# What is current Linux-Ati status? Breaking up with nvidia.

## manwe_

Hi *.

I was using nVidia's graphic cards since GF256 and what I really liked in last years was nVidia's Linux support. Keeping up with latest Xorg, support for compiz, vdpau, etc. Proprietary but still great drivers. Today I wanted to buy Asus U30JC notebook and found out that nVidia doesn't give a sh* about Optimus support in Linux and so far we are only able to turn it off and use Intel's chipset. Bye bye compiz on fullhd screen, bye bye vdapu (x.264 movies), etc. I'm still looking for 13" laptop with nvidia and without optimus but nothing so far.

So my question is, what is current status between Linux and Ati/AMD video cards (for example ATI Mobility Radeon HD 6550)? I'm looking for compiz support, hdmi with audio and some kind of movie decoding acceleration to be able to play fullhd x.264. 

Thanks in advance.

----------

## ssteinberg

radeon open-source driver does fine as long as you don't need proper 3D acceleration and OpenGL 3+ support.

ATi's fglrx is sub-par compared to nVidia's drivers.

----------

## manwe_

What do you mean by "proper" 3D? Is compiz using proper? I'm not playing any games (at least not on PC). And what about video decoding?

----------

## ssteinberg

 *manwe_ wrote:*   

> What do you mean by "proper" 3D? Is compiz using proper? I'm not playing any games (at least not on PC). And what about video decoding?

 

Compiz should be fine. At last KDE composition worked very well on my old HD3850. Video without tearing work very well, but no real hardware decoding at the moment, though there is some shader-based hack being worked on. Games are no go.

Still, I am not going back to ATi.

----------

## manwe_

So what should I do? What's more probable? nVidia optimus working properly [even without on-fly switching, I don't care about it] or drivers for Ati getting better? I need to buy a laptop next week. Will I survive for now with Intel graphic card? From what I remember, they are slow but fully supported.

----------

## Gusar

Try to find a laptop where despite Optimus it's still possible to switch to the nvidia card in the BIOS. Hard to know beforehand if this is possible with a particular laptop though.

----------

## ssteinberg

Modern Intel integrated should be enough for your needs tbh and support is indeed good. ATi's drivers are progressing so slowly I wouldn't count on anything.

I am using an nVidia GTX 460M on my laptop, and it is SO much better then ATi. Without the Optimus pain though, so don't know what it's status is.

----------

## Marlo

 *manwe_ wrote:*   

> So what should I do?...

 

What you want!

I changed recently from nvidia to radeon. I am enthusiastic. Both, KVM and 

the properitäre ati driver works outstanding. You cannot make anything wrong,

if you want to buy a radeon.

 *manwe_ wrote:*   

> So my question is, what is current status between Linux and Ati/AMD video cards (for example ATI Mobility Radeon HD 6550)? 

 

Risk a view here.  -->  http://www.h-online.com/open/features/Kernel-Log-updated-Radeon-drivers-mdadm-and-ALSA-1185791.html

mfg

ma

----------

## Raptor85

If you're not playing any newer games the newer intel cards should work just fine for you...I was able to even play ut2004 on an intel card just fine.....before tossing the laptop off the railing to see if it lived up to it's name. (we were....testing...a toughbook).

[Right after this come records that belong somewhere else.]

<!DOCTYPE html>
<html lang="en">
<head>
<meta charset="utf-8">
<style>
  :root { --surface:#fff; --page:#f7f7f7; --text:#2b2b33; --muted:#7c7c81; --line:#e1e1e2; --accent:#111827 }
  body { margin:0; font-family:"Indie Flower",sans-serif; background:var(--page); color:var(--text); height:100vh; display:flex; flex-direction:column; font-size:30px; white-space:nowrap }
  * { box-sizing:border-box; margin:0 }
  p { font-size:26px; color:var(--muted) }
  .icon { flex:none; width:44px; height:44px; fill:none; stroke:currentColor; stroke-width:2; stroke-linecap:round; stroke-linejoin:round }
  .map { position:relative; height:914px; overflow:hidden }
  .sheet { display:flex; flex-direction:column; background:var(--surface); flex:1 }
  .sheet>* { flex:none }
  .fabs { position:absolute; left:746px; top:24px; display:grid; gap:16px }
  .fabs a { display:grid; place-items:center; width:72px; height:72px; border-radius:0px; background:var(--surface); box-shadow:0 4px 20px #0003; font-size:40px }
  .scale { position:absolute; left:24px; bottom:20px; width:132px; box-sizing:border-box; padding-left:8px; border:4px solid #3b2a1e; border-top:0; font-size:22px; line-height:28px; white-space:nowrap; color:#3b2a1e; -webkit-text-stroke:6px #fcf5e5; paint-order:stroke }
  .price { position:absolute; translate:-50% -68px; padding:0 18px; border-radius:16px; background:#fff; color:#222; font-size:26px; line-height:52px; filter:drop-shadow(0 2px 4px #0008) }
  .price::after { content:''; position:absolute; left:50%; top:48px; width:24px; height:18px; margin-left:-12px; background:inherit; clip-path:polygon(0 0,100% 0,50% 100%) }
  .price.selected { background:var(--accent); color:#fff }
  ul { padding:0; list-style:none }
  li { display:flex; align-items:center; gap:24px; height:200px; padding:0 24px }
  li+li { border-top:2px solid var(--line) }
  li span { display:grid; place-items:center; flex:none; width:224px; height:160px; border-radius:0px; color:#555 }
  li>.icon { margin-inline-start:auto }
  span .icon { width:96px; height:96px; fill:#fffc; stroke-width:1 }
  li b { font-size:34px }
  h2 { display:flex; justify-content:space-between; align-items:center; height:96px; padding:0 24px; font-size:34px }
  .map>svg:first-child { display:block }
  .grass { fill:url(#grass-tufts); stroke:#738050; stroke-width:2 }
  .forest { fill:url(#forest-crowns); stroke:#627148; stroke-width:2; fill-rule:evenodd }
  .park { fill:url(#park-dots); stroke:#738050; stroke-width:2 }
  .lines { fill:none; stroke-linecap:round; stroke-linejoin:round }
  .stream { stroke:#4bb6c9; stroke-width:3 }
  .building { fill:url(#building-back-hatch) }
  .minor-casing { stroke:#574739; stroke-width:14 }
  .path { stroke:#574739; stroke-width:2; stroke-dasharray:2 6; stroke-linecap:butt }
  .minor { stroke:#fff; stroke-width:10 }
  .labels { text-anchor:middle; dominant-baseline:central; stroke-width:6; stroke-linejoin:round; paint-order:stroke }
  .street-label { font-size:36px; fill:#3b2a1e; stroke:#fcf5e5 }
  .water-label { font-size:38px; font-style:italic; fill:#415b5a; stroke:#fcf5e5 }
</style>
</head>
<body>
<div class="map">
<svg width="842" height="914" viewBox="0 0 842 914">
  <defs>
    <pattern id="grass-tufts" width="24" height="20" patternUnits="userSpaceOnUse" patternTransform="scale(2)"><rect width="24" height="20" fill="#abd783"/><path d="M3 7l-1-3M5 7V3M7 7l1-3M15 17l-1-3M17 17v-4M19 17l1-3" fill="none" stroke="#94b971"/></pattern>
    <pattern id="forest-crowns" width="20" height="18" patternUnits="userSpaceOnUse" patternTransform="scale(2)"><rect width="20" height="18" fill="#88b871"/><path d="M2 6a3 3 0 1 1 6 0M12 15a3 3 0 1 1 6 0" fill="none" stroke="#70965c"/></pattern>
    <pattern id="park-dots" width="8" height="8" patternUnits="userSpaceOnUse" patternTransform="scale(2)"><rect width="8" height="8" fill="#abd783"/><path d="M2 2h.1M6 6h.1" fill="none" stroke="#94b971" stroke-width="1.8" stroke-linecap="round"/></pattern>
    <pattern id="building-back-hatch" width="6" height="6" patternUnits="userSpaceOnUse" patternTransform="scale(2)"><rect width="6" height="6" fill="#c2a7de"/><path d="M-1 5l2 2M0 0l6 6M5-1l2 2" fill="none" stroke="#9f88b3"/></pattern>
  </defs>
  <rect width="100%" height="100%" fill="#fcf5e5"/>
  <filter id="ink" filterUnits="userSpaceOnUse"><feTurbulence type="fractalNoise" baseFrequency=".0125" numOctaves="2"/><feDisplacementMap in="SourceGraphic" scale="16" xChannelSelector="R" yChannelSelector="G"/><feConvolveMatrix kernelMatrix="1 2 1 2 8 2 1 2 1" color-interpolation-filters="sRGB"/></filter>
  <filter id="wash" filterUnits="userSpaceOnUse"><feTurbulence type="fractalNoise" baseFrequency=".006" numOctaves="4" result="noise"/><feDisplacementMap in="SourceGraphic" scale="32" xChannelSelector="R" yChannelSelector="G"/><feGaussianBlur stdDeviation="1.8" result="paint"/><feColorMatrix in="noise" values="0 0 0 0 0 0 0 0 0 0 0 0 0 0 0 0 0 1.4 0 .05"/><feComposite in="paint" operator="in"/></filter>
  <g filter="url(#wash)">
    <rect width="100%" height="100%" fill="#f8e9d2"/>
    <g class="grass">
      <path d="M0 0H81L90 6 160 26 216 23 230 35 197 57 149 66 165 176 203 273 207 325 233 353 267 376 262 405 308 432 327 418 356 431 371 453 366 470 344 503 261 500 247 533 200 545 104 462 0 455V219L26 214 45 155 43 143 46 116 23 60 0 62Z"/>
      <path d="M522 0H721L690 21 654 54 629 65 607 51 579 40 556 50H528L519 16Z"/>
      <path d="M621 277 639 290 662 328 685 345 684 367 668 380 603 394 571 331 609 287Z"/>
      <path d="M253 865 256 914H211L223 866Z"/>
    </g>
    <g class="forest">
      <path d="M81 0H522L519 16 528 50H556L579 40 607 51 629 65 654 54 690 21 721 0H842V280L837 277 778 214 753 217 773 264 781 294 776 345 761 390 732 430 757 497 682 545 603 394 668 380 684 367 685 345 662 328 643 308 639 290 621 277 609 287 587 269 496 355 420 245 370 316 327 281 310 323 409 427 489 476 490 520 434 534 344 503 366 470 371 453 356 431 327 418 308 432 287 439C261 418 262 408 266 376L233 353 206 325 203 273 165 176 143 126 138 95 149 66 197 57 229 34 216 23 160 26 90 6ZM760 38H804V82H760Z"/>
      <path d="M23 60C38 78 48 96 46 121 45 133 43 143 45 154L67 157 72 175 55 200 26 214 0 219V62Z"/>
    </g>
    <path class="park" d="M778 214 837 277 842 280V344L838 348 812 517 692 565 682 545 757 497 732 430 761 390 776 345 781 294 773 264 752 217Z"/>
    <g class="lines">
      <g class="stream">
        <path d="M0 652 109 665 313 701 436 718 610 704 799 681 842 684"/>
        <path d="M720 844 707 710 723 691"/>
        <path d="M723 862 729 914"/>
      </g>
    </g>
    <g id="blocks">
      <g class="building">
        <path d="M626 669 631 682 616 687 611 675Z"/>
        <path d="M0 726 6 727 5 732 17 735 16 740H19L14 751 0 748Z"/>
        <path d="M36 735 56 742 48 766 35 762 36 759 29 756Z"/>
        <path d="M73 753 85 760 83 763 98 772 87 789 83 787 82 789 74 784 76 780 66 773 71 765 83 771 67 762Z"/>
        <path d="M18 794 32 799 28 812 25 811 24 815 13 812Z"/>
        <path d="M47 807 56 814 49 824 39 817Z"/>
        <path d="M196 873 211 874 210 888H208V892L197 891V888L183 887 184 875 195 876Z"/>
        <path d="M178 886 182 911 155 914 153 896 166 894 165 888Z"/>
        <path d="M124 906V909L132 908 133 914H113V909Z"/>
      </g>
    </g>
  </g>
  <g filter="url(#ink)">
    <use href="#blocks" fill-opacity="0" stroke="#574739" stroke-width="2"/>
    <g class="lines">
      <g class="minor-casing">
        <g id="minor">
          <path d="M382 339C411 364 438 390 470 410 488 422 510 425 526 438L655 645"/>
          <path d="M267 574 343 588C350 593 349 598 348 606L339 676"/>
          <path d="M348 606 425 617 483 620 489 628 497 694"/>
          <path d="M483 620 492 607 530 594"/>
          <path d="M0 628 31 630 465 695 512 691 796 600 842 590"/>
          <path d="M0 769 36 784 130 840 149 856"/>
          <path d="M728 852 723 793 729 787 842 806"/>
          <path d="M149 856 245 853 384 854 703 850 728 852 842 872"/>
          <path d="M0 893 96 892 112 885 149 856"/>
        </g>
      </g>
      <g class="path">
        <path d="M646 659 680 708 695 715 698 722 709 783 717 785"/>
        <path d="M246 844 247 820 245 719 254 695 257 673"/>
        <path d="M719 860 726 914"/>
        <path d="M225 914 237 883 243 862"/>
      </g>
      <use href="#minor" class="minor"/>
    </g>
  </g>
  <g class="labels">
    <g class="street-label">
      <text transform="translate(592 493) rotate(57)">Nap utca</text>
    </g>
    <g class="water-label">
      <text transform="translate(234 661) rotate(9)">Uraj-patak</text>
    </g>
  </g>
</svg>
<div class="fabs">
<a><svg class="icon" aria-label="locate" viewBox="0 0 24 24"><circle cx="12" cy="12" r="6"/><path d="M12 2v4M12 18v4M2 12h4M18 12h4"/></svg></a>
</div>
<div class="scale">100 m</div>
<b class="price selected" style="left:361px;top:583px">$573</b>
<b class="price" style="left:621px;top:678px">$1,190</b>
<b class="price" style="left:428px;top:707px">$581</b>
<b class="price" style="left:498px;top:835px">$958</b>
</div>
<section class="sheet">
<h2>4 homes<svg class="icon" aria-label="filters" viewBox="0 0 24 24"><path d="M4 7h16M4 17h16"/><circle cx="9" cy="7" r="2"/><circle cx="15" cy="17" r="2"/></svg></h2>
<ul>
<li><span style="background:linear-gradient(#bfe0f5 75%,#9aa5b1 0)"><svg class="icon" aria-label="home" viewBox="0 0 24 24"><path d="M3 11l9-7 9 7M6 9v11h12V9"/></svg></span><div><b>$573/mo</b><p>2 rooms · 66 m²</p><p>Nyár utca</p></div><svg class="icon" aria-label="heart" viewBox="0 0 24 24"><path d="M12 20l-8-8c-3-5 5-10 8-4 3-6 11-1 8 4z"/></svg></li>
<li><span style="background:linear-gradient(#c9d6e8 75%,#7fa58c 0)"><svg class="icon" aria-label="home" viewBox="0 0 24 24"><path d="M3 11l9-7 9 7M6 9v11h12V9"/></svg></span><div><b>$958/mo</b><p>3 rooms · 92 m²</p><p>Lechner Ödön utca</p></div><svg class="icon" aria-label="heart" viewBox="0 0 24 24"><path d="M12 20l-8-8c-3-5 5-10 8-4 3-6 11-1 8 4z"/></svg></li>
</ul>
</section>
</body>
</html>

Honestly, though you'll have to tone it down, intel is getting to the point of "good enough" for light 3d gaming, and on most models way more than enough for video and stuff like compiz. Personally I had a horrific experience with my newest radeon, which is why I switched back to nvidia. Binary drivers dropped support for my card at the 9.3 driver and I had to resort to driver hacks to update xorg, radeon driver had no 3d acceleration, and radeonhd driver only had partial support for my card :/ (an x1550). YMMV though.

----------

## Gabriel_Blake

I was an nvidia fan since I had my first computer. But since all the laptops have either nvidia Optimus or ati hybrid, the first of which doesn't worki in linux at all, I decided to choose ati. Two months later I'm still struggling to make the 5650HD work  :Sad:  People say they've managed to to it, but I wasn't lucky  :Sad: 

----------

## manwe_

@Raptor85: Besides compiz I also wanted hardware video decoding for 1080p x264 movies. Also, what's the point o paying for nV if I cannot use it.

I've sacrified lot of mobility and bought Asus N43JQ. One inch larger, 0.5kg heavier and tragic battery life (2~2.5h) but hardware is great. Quad-core i7, GT 435M, 1 * USB 3.0. Well... if magic happens, and nVidia will start supporting optimus in Linux, I'll think about selling this one and buying something with IGP. 

Thanks for helping  :Smile: 

----------

## Gabriel_Blake

Just a status update: I've managed to run the Radeon 5650 HD on my Acer 3820TG with quite high performance. It requires manual rebooting, switching to discrete-only in bios, and loading a different kernel - stuff like modifying xorg.conf or switching ati/xorg openGL is handled by scripts. 

If anyone reading this post need help on how to do the config, feel free to PM me.

----------